The Case for Female SEALs
The military's gender integration problem is about cultural, not physical, barriers. Here's why they should start at the top, with special operations forces. By Elliot Ackerman
Last month, three women became the first of their sex to graduate from the Marine Corps’ famously grueling Advanced Infantry Training Course. The Marine Corps was asking a simple question by running small groups through these courses in experimental test batches, two to five women at a time: Can the female body withstand the rigors of infantry training? The answer, these women showed, is that it can.
So far much of the debate surrounding integration has focused on the physical capabilities of women, as if this were the singular issue. Admittedly the strain of infantry training, or even combat, is relatively easier for a 6-foot tall, 180-pound man, but there are women fit enough to survive these punishing courses. As for combat, well, if we’ve proved anything over the last decade of war, it’s that women can sustain its rigors.
So if the barrier to integrating women into the infantry isn’t a physical one then what is it?
It’s cultural. And that’s why the infantry may not be the best place to start in military gender integration. Instead, as counterintuitive as it might sound, the military should begin with its Special Operations Forces: elite units such as the Green Berets and SEALs. Although not the obvious move, starting here would likely make for a smoother transition over all.
(Related: TRADOC Commander: Train on Ability, Regardless of Gender)
The infantry, our nation’s foot soldiers, exist in a hyper-masculine culture, awash with 19-year old riflemen, “grunts” as they call themselves. For what the infantry does—combat at close quarters—that type of hyper-masculinity works. It creates an unshakable determination to accomplish the mission and to protect your friends. When fighting house-to-house in Fallujah, or valley-to-valley in Kunar Province, technology counts for very little. Culture counts for everything. That doesn’t mean it can’t be altered to accept women, but it will be different. Not better, not worse, but different.
So how do you responsibly alter the culture so women are accepted and the force remains effective?
The solution currently being proposed is to conduct these test cases and then, based on the results, add a small number of women to a 140,000-man infantry force in the Army, Marine Corps, and National Guard while leaving our much smaller 8,500-man force of special operators all male for the foreseeable future. This would drop a very small number of female infantrymen and infantry officers into a culture they’d be too small to affect, putting them at an enormous disadvantage.
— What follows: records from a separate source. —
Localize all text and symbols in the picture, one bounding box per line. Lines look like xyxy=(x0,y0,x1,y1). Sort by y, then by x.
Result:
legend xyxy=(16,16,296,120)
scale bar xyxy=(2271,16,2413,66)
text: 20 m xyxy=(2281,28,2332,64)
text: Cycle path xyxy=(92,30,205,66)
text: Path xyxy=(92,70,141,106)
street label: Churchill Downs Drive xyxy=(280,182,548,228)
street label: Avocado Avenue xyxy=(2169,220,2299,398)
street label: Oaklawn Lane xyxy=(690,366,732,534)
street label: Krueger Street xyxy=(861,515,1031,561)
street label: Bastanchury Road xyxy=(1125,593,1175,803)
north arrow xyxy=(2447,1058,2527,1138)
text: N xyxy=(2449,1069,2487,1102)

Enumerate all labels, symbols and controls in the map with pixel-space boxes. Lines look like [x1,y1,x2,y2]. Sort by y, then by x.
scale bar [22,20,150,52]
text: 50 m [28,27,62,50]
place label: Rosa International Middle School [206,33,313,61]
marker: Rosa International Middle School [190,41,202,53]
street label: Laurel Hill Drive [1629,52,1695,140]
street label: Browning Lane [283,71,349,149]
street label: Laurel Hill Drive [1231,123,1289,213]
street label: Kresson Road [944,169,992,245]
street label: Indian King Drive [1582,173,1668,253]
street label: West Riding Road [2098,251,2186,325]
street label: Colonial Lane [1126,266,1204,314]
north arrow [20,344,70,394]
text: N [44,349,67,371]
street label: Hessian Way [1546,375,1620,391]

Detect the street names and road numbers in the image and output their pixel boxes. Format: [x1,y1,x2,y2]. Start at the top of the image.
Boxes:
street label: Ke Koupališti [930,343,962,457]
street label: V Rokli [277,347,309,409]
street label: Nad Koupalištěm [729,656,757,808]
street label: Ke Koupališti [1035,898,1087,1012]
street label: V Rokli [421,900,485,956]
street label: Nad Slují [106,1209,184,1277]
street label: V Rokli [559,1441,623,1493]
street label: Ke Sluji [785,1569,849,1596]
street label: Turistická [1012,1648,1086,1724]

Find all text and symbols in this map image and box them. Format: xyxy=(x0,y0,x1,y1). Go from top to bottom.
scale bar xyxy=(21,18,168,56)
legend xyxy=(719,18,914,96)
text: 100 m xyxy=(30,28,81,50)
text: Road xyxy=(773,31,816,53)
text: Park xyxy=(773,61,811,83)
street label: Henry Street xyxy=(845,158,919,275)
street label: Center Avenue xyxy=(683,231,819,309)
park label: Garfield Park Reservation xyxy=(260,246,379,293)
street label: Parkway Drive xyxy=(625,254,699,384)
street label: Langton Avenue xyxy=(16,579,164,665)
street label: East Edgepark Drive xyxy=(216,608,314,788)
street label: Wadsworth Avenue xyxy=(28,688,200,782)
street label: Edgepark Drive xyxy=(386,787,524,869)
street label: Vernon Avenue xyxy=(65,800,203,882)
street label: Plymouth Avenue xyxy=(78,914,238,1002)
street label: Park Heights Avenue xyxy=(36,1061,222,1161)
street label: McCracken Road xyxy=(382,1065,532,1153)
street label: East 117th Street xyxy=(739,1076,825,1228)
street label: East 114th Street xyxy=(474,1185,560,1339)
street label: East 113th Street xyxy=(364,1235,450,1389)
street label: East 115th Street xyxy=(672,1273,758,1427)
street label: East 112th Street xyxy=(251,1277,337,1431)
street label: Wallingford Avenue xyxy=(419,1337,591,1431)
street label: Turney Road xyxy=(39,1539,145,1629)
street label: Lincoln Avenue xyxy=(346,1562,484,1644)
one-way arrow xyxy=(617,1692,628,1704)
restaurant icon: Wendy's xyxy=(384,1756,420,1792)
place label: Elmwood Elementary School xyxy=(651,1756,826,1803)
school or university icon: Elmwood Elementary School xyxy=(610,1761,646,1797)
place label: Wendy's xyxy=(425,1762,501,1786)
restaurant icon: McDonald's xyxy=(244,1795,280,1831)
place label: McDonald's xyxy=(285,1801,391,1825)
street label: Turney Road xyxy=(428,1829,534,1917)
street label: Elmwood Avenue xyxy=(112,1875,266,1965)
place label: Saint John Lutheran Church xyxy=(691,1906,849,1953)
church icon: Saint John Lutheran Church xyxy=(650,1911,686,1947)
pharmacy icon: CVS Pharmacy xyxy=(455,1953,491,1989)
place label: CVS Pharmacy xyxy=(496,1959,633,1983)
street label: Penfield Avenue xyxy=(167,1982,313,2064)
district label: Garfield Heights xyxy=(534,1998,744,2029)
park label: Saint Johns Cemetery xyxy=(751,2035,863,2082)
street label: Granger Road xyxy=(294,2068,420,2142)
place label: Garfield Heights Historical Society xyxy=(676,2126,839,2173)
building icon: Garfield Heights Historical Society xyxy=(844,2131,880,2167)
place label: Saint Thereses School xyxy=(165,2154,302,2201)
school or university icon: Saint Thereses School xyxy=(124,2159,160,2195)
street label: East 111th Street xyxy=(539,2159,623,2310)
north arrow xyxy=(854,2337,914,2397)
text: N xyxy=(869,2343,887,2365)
The women who pass through the Marine Corps Infantry Officer Course or the Army Ranger School are going to be pretty tough—they’ll have to be. The problem won’t be them. The problem will be convincing the 19-year-old grunts to accept their presence. Grunts are trained to believe they’re the toughest thing wearing two combat boots, a conviction that helps them withstand the brutality that is the very essence of their job. But most will concede there is one thing tougher than them: the special operator.
And therein lies a solution.
The culture of our Special Operations Forces values physical toughness, but it puts its highest premium on attributes such as creative thinking and maturity. The average special operator is in his late twenties. In fact, women already serve in significant, albeit restricted capacities, among the most elite and secretive special operations communities in the Joint Special Operations Command and Central Intelligence Agency. By contrast, in an infantry battalion, women aren’t even allowed to have their names on the rolls.
If the military were to integrate elite formations such as the SEALs, Marine Special Operations and Army Special Forces, a few highly capable women in those communities would provide cultural proof that females can hang with “the toughest of the tough.”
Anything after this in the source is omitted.